Inadvertent toxic drug reaction in the management of atrial fibrillation

Susannah K Leaver1   Timothy B L Ho2

1 Specialist Registrar, Knight Centre for Cystic Fibrosis, Frimley Park Hospital NHS Foundation Trust, Camberley, Surrey GU16 7UJ, UK
2 Consultant Chest Physician, Knight Centre for Cystic Fibrosis, Frimley Park Hospital NHS Foundation Trust, Camberley, Surrey GU16 7UJ, UK

Correspondence to: Dr T B L Ho E-mail: timothy.ho{at}fph-tr.nhs.uk

When changing medications for atrial fibrillation, sufficient time should be allowed for the elimination of drugs being stopped in order to prevent inadvertent drug interactions.

CASE HISTORY

A 64-year-old woman presented with a 3-day history of cough, breathlessness and vague abdominal pain. She had appeared well that morning when woken by her husband in order to give her morning medication. He returned 45 minutes later to find the patient semi-conscious. The patient was known to suffer with atrial fibrillation, was awaiting cardioversion, and had been on long-term sotalol, digoxin and warfarin.
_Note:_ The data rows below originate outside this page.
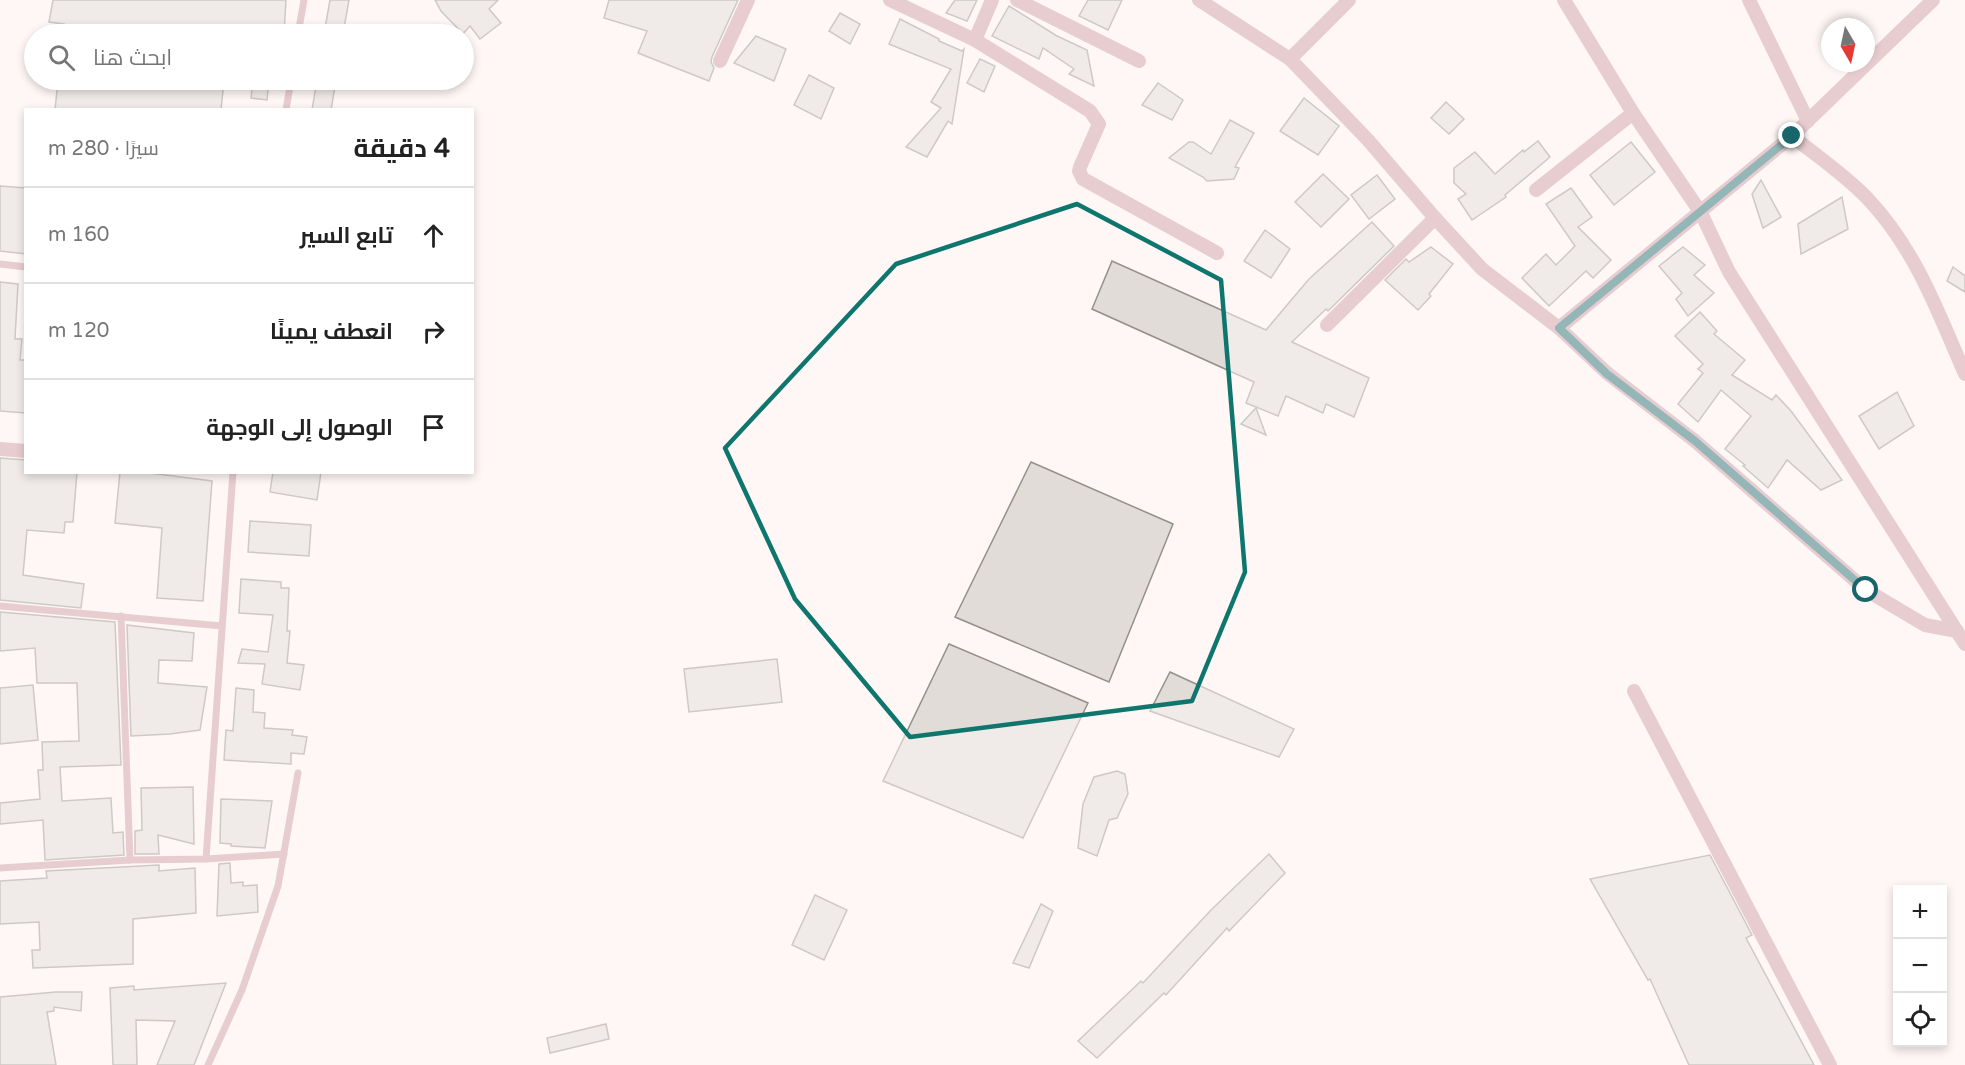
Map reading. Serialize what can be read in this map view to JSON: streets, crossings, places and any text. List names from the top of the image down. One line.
{"north":"bottom","page":{"search":"ابحث هنا","heading":["4 دقيقة","سيرًا · 280 m"],"list":[["تابع السير","160 m"],["انعطف يمينًا","120 m"],"الوصول إلى الوجهة"],"map_buttons":["+","−"]}}
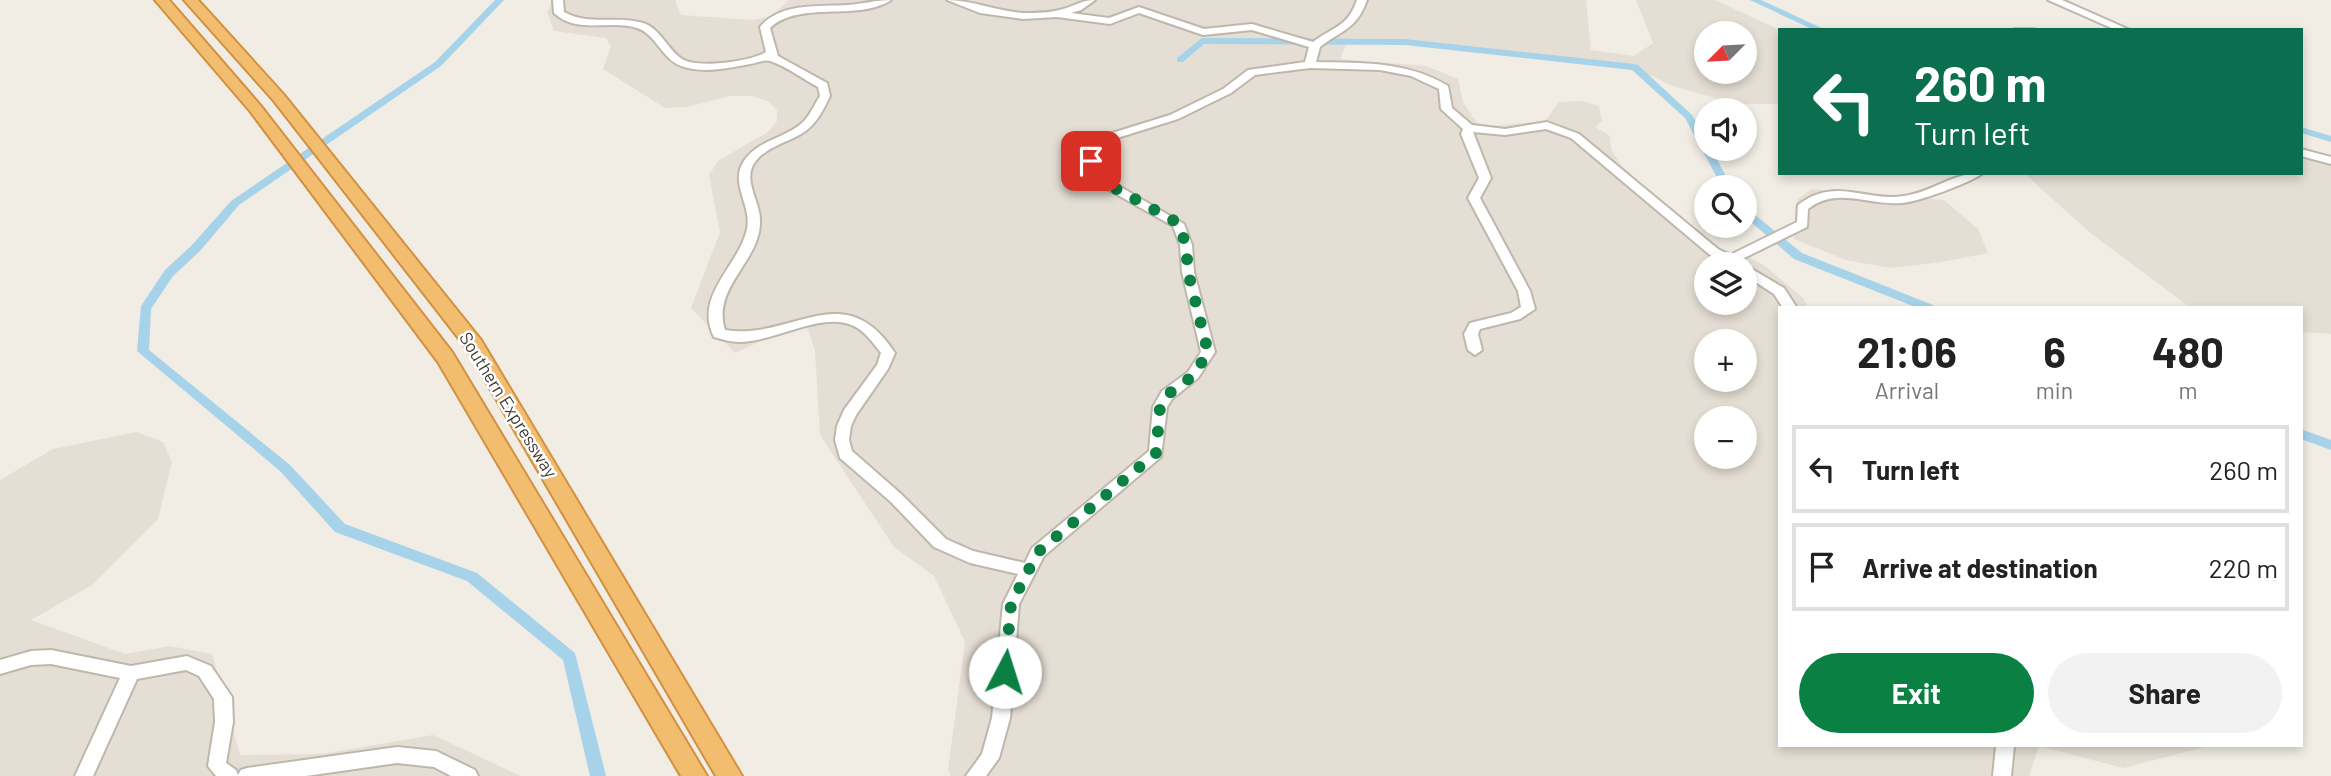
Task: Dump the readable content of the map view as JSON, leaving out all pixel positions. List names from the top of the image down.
{
  "streets": {
    "highway": ["Southern Expressway"]
  },
  "north": "bottom left",
  "page": {
    "map_buttons": ["+", "−"],
    "turn": ["260 m", "Turn left"],
    "eta": [
      "21:06",
      "Arrival",
      "6",
      "min",
      "480",
      "m"
    ],
    "list": [
      {
        "name": "Turn left",
        "value": "260 m"
      },
      {
        "name": "Arrive at destination",
        "value": "220 m"
      }
    ],
    "buttons": ["Exit", "Share"]
  }
}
On the previous day, she had complained of increasing breathlessness and was seen by her general practitioner, who noted that she was in fast atrial fibrillation at 140 beats/min (bpm). He advised stopping the digoxin and sotalol immediately and prescribed verapamil 80 mg three times a day, co-amilofruse and perindopril. These were started on the morning of admission.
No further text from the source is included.